What you are asked to do> Only these lines of the data below are wanted: the one with "position:relative; width:669px; height:769px;", the one with "filter:drop-shadow(0 0 1px", and any lines between them, each repeated exactly.

(Collected data)
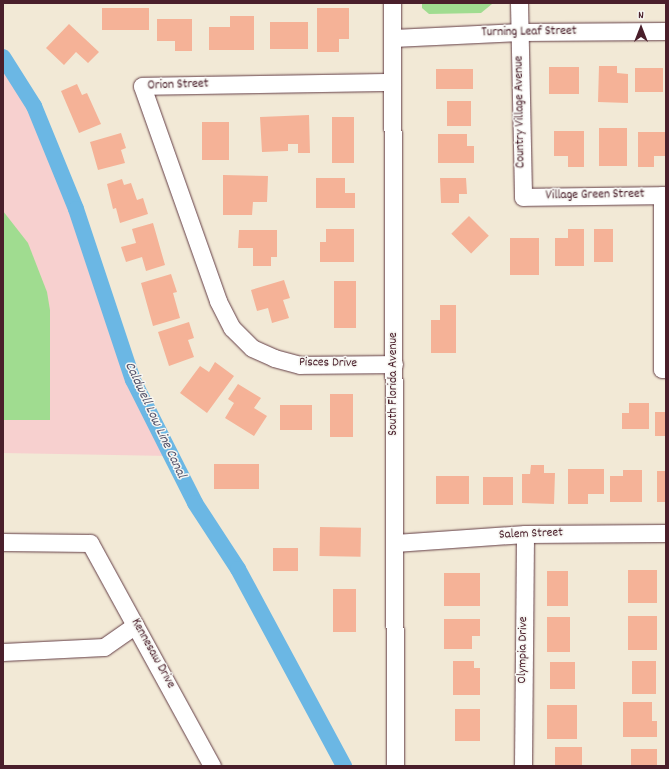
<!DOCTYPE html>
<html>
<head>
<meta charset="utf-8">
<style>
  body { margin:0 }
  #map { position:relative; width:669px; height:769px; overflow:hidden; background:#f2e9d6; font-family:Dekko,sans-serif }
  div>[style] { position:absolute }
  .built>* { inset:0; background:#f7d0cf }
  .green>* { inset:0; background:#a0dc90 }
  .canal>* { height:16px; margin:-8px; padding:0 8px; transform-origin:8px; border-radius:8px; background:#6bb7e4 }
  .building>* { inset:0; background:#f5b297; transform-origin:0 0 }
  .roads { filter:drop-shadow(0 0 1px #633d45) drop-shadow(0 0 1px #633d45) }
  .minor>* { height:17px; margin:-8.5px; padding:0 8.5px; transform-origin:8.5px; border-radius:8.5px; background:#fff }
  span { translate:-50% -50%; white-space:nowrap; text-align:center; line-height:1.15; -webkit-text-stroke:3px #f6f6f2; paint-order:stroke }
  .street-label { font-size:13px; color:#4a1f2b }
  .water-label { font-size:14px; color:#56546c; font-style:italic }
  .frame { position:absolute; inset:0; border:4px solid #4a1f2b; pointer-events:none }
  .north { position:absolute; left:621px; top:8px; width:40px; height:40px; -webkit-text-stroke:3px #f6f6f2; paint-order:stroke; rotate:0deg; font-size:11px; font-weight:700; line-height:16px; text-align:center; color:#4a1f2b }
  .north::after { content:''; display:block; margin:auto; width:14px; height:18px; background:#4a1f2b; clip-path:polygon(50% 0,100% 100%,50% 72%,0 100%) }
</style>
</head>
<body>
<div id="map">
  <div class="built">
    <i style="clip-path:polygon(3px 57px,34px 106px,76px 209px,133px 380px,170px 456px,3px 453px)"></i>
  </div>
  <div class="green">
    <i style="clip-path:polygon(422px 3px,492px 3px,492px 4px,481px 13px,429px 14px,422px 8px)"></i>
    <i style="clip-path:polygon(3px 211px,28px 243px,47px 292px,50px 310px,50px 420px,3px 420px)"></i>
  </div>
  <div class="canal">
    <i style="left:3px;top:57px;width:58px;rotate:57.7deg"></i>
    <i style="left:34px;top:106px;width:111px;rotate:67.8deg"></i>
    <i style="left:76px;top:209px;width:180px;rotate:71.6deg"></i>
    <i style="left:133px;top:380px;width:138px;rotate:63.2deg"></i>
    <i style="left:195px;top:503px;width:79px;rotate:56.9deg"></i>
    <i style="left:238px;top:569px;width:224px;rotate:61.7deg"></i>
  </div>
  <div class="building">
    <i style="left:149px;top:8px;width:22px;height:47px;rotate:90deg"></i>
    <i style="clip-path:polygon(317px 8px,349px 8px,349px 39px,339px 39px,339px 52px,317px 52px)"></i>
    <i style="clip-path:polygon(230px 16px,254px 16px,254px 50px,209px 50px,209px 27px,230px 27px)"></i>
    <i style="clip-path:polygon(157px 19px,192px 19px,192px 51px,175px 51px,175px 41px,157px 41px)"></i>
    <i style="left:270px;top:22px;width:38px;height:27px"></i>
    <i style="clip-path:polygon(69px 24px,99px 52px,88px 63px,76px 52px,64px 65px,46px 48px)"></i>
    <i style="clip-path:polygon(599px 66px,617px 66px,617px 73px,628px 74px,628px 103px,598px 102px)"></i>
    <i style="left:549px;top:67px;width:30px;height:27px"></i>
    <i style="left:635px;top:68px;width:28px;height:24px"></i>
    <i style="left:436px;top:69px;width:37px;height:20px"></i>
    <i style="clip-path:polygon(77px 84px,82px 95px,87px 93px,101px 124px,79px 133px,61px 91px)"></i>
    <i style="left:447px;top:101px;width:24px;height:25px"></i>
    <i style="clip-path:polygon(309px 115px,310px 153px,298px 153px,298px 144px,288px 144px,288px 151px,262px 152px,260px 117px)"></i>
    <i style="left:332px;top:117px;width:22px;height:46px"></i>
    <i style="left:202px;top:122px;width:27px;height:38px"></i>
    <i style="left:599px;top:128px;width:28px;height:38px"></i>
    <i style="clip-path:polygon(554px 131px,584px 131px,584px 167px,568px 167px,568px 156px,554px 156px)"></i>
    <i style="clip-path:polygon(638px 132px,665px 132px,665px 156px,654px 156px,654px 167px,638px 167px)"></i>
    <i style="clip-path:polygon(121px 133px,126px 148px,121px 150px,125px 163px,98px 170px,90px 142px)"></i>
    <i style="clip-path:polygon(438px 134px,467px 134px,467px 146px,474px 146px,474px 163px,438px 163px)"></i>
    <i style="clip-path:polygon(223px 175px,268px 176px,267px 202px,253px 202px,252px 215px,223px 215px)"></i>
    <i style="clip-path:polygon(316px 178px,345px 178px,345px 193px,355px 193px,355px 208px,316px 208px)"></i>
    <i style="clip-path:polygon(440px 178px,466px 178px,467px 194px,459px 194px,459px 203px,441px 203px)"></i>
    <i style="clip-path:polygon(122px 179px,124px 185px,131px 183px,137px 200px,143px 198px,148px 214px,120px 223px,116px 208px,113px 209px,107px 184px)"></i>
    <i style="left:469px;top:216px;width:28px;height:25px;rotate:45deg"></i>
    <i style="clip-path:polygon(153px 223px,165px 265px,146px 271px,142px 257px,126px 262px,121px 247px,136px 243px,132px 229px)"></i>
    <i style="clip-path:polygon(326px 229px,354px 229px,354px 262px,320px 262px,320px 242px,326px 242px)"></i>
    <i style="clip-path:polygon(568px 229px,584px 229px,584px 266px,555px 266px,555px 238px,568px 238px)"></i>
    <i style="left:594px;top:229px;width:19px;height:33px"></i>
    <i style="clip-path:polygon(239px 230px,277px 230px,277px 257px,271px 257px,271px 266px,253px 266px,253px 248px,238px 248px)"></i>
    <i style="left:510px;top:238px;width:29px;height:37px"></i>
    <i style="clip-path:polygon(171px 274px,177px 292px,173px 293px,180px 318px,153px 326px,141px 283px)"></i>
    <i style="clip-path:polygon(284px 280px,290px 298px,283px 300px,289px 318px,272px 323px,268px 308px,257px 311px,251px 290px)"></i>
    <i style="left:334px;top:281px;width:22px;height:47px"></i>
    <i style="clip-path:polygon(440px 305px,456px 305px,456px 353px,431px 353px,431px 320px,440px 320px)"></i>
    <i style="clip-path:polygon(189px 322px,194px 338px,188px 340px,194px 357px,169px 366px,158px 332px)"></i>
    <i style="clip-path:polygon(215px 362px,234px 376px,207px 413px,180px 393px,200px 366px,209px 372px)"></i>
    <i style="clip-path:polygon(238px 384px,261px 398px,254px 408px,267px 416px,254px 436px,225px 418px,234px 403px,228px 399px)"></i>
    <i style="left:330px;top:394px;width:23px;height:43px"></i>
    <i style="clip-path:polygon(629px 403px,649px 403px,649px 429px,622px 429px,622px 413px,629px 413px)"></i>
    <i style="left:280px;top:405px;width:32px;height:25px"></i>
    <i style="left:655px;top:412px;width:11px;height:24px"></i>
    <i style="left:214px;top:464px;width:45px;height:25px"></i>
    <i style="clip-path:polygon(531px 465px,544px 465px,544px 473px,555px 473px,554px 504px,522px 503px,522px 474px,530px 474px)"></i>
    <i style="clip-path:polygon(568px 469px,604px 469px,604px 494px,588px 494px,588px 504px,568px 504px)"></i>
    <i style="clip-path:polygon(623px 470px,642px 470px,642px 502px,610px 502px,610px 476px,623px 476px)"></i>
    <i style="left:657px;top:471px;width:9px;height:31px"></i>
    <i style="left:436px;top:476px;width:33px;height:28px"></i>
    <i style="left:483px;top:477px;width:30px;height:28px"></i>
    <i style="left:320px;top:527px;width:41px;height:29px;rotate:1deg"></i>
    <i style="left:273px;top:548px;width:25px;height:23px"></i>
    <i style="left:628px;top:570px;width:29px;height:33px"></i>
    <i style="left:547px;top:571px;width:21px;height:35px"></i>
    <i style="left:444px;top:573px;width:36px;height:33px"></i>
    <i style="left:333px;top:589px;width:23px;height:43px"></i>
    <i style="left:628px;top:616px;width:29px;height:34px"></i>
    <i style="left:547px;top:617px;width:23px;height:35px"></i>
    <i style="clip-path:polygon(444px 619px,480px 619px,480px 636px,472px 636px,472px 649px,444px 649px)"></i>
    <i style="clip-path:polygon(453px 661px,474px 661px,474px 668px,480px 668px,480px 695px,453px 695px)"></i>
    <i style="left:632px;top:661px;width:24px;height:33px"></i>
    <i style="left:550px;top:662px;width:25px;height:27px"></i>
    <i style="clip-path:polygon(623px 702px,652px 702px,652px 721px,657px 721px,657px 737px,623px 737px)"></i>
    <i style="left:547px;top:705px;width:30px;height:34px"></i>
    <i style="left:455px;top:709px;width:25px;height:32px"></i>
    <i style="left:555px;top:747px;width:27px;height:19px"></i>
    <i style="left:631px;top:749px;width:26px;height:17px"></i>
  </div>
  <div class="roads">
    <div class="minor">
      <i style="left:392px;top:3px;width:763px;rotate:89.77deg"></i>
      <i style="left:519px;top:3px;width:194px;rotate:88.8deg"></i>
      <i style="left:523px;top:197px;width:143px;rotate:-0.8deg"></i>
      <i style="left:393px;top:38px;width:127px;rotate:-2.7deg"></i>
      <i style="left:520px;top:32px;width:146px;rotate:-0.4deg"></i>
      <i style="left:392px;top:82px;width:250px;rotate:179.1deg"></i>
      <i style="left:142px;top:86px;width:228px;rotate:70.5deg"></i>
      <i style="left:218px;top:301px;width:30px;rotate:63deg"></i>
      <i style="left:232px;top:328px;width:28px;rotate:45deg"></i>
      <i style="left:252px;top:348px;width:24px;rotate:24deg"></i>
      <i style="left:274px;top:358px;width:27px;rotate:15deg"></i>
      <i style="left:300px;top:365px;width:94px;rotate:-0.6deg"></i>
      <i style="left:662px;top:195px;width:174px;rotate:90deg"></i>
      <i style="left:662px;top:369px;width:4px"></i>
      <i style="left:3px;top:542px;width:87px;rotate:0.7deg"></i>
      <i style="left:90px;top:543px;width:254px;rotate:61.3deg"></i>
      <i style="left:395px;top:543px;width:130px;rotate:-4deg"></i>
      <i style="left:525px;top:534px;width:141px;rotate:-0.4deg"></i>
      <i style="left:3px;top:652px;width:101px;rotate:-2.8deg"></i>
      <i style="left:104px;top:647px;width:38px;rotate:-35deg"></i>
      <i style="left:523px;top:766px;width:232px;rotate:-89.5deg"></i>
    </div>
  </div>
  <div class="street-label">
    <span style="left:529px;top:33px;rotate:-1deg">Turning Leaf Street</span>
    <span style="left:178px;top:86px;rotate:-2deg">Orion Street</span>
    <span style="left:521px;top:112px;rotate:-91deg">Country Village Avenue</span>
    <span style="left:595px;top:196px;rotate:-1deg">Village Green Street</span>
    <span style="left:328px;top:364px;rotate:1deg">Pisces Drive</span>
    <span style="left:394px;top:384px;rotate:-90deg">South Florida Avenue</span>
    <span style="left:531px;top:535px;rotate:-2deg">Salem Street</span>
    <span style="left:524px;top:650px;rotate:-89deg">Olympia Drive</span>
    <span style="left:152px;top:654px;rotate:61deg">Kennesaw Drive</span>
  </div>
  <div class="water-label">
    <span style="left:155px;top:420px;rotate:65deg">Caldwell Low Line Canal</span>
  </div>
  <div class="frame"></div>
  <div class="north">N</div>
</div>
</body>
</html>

==

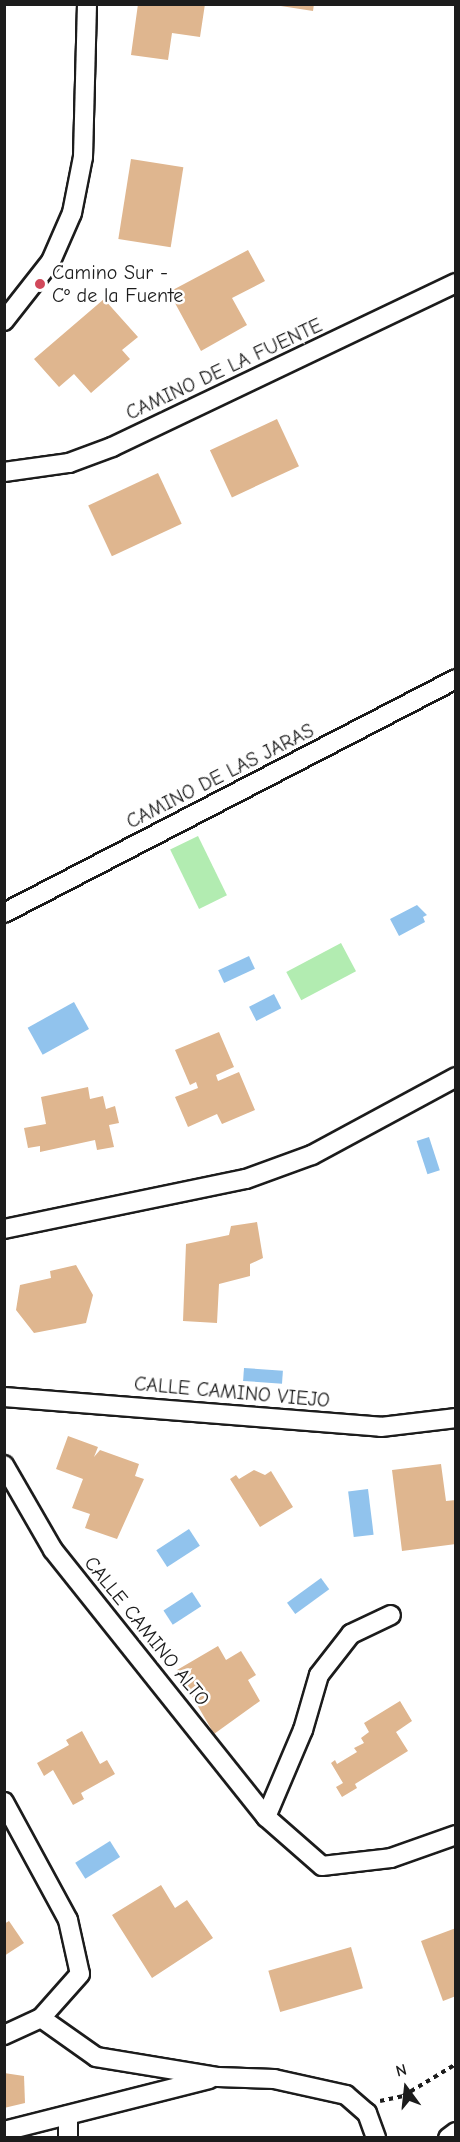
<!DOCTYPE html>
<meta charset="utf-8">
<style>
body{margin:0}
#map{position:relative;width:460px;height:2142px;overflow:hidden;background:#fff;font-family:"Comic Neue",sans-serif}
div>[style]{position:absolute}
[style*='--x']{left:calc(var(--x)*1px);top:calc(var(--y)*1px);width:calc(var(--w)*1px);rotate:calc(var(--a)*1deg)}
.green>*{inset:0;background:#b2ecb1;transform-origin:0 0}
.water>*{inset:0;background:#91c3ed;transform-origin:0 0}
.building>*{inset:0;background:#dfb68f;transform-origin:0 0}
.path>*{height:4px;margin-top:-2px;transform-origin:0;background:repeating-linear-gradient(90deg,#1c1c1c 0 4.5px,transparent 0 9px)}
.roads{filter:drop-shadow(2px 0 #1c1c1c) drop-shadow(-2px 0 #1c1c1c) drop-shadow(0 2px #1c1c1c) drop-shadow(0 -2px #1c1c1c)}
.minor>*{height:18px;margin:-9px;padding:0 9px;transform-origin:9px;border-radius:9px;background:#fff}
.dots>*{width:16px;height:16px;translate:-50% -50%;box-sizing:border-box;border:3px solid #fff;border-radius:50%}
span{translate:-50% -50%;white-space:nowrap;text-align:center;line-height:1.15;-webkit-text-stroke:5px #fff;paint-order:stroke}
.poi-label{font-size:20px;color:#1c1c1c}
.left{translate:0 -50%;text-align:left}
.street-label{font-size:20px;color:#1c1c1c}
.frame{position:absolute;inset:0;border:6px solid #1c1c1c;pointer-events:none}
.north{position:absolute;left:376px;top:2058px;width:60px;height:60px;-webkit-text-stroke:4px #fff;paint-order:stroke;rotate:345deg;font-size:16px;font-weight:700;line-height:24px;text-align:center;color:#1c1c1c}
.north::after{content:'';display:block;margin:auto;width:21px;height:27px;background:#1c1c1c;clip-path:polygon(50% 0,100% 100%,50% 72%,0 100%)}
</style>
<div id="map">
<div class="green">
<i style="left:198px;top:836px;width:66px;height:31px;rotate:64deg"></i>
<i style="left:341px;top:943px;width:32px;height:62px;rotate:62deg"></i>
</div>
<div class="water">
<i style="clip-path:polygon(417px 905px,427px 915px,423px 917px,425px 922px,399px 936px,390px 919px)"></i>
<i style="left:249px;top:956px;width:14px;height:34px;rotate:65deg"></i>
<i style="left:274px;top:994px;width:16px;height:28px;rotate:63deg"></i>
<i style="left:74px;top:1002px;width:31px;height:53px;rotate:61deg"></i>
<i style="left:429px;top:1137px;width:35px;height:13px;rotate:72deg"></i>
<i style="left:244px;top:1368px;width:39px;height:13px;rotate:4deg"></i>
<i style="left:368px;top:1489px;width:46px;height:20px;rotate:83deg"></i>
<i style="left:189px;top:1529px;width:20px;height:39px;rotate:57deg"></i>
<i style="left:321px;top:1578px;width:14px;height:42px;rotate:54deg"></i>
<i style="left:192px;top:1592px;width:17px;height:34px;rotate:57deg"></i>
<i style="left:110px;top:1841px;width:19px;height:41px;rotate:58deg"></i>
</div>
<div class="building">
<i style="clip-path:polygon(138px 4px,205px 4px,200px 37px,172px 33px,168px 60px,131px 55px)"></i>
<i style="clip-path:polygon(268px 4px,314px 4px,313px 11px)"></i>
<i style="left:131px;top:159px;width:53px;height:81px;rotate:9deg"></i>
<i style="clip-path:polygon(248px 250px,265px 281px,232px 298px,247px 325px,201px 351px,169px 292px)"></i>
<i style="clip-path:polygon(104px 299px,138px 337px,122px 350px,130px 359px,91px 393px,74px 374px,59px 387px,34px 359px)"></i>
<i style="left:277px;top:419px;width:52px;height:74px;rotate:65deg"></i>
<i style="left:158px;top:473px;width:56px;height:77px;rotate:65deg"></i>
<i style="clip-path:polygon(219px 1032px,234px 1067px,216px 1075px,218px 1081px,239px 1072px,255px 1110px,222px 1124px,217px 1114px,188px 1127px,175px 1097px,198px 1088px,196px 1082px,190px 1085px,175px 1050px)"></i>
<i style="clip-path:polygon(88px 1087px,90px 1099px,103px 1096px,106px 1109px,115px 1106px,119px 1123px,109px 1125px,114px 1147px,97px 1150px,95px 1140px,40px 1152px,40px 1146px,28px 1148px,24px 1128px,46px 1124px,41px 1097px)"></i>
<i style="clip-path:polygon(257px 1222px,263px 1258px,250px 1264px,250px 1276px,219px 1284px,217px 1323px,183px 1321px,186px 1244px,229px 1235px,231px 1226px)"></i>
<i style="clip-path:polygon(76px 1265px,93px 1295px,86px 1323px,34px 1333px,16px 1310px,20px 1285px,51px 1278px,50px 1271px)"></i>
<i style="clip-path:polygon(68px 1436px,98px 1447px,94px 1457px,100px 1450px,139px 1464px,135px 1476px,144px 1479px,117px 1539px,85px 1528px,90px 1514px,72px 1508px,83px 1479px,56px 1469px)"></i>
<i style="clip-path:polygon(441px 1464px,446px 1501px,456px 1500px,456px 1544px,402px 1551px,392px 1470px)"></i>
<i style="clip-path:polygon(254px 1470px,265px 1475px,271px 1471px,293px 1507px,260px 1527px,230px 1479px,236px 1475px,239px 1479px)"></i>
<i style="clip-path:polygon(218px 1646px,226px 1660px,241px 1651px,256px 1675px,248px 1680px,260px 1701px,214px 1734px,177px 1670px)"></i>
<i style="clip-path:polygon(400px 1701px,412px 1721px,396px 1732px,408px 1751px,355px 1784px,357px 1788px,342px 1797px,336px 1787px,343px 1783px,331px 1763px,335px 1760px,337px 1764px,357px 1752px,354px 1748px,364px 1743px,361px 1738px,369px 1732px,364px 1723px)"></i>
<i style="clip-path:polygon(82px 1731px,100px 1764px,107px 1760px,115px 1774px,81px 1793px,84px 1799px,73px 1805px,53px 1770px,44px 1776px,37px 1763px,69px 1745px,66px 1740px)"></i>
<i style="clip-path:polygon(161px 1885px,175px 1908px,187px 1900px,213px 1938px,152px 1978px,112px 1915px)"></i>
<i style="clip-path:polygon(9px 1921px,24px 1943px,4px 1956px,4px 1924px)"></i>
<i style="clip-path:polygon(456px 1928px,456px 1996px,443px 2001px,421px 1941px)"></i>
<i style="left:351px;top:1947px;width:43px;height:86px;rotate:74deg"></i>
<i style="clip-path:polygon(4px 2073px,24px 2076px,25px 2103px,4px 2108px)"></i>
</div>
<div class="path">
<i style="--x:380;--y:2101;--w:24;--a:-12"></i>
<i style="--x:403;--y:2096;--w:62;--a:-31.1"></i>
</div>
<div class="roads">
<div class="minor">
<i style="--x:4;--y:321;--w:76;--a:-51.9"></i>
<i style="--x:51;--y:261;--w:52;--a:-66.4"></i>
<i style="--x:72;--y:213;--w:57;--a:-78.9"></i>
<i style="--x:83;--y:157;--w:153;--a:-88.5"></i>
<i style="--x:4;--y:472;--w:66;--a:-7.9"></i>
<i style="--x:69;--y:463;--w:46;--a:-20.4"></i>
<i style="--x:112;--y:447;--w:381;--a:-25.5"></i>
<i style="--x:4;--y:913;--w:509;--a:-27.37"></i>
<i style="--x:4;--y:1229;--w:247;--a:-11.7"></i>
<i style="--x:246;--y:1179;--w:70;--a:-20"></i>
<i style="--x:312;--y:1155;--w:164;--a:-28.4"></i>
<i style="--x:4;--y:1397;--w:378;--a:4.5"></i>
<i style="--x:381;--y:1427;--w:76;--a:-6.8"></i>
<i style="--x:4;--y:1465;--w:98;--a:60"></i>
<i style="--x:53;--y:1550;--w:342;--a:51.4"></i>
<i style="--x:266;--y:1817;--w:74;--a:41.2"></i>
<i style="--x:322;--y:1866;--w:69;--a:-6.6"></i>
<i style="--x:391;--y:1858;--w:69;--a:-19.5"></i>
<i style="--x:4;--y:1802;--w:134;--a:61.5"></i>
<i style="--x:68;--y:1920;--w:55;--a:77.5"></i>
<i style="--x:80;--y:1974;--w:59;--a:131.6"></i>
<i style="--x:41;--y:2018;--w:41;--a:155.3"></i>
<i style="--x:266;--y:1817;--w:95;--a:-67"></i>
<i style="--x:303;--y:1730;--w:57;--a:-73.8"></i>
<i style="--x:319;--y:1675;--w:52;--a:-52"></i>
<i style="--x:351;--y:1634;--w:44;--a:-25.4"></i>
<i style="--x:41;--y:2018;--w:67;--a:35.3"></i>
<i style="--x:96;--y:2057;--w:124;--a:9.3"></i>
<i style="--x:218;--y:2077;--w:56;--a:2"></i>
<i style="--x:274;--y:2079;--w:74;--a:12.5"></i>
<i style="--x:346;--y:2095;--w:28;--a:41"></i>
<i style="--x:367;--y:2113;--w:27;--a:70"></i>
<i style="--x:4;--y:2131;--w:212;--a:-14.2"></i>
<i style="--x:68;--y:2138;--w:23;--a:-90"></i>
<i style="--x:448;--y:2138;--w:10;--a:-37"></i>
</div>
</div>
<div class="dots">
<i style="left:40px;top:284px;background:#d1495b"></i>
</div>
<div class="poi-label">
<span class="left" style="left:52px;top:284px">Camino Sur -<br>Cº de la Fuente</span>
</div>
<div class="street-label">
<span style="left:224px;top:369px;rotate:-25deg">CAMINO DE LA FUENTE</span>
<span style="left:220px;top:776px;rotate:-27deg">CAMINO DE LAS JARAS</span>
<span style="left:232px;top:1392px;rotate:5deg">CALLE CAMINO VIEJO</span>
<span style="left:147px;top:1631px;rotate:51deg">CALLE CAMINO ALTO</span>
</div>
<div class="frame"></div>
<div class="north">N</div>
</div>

Exercise result>
  #map { position:relative; width:669px; height:769px; overflow:hidden; background:#f2e9d6; font-family:Dekko,sans-serif }
  div>[style] { position:absolute }
  .built>* { inset:0; background:#f7d0cf }
  .green>* { inset:0; background:#a0dc90 }
  .canal>* { height:16px; margin:-8px; padding:0 8px; transform-origin:8px; border-radius:8px; background:#6bb7e4 }
  .building>* { inset:0; background:#f5b297; transform-origin:0 0 }
  .roads { filter:drop-shadow(0 0 1px #633d45) drop-shadow(0 0 1px #633d45) }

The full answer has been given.